# A/C Questions



## stmartinez (Jan 28, 2010)

A few questions regarding the A/C in my 07. Automatic climate control.

A couple of months back the A/C quit blowing cold. It didn't really blow ice cold before then, but it was serviceable. Anyway, the vents still blow fine, but only the two near me ever get cold and it's not very often.

I put r134a in the system about 3 weeks ago and that solved the problem for about a week, but now it's not blowing cold again. I fear I might have overcharged it.

When the A/C turns on, I get a low grumble from the engine bay.

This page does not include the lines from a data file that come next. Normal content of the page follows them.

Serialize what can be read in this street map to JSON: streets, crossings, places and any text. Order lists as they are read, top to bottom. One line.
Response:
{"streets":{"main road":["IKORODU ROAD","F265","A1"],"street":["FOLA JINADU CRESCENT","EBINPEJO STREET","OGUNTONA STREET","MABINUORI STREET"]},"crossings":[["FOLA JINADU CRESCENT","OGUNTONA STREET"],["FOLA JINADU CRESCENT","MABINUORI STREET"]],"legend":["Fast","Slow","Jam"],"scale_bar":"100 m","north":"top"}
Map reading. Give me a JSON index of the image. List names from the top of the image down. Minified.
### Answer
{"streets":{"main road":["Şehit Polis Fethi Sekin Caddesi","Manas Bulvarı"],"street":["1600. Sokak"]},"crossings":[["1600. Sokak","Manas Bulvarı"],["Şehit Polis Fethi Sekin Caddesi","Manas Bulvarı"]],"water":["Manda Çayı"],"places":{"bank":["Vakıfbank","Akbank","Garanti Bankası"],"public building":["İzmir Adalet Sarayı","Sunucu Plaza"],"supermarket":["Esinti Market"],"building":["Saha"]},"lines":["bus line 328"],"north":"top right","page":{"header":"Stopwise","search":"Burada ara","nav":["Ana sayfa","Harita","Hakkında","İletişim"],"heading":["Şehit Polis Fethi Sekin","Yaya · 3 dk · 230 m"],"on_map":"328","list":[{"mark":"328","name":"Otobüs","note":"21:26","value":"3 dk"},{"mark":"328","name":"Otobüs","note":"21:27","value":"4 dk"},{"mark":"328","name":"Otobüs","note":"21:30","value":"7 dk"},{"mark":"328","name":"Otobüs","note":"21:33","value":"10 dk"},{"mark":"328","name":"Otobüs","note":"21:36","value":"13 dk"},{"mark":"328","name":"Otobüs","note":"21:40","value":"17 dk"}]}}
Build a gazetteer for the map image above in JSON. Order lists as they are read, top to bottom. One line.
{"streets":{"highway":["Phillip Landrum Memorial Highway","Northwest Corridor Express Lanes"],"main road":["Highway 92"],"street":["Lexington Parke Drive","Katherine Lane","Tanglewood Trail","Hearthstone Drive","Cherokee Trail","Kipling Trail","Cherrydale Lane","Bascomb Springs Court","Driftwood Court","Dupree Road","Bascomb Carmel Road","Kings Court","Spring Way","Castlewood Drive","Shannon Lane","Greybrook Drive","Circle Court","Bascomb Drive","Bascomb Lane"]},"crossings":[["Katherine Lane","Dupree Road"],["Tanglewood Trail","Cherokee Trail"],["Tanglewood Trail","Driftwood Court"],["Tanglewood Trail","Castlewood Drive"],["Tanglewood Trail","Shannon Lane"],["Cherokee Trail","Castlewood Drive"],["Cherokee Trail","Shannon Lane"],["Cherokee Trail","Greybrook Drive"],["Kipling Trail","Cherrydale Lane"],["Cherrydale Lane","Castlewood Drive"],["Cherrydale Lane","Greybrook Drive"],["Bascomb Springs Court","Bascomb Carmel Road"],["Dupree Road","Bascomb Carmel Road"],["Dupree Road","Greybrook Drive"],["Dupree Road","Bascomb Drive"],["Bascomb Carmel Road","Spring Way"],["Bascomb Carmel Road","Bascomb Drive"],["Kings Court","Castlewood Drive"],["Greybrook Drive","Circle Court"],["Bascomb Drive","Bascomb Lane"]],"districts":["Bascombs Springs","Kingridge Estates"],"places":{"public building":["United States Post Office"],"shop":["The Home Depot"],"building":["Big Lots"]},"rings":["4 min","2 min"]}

Sorry the thoughts are so random, but that's all the info I have.

Please help. Thanks.


----------



## Asleep (Jan 19, 2003)

id check for leaks first. look for seepage around the manifold. thats where the hard lines mount to the compressor. then look for breaks or cracks in the rubber lines.


----------



## smj999smj (Jan 1, 2006)

Best thing to do would be to get a set of AC pressure gauges on it. Freon generally never has to be refilled or replaced in a system unless there is a leak or the system is "opened" for repairs.


----------



## Asleep (Jan 19, 2003)

this isnt an r12 (freon) system. r134 can and will leak right thru a hose or past a seal a lot easier than r12 because the molecules are smaller. gauges on an r134 system are nowhere near as reliable as on an r12 system.


----------



## smj999smj (Jan 1, 2006)

Yes, R-134a freon molecules are smaller than those of R-12. I agree that there is likely a leak in the system. Regardless, the only way to get a true read on the system is with a set of high and low AC pressure gauges. It's the only way of knowing if the freon is over or undercharged.


----------



## Asleep (Jan 19, 2003)

btw - as an fyi - freon is the trademarked brand name for r12. r134a is different than freon. just sayin.


----------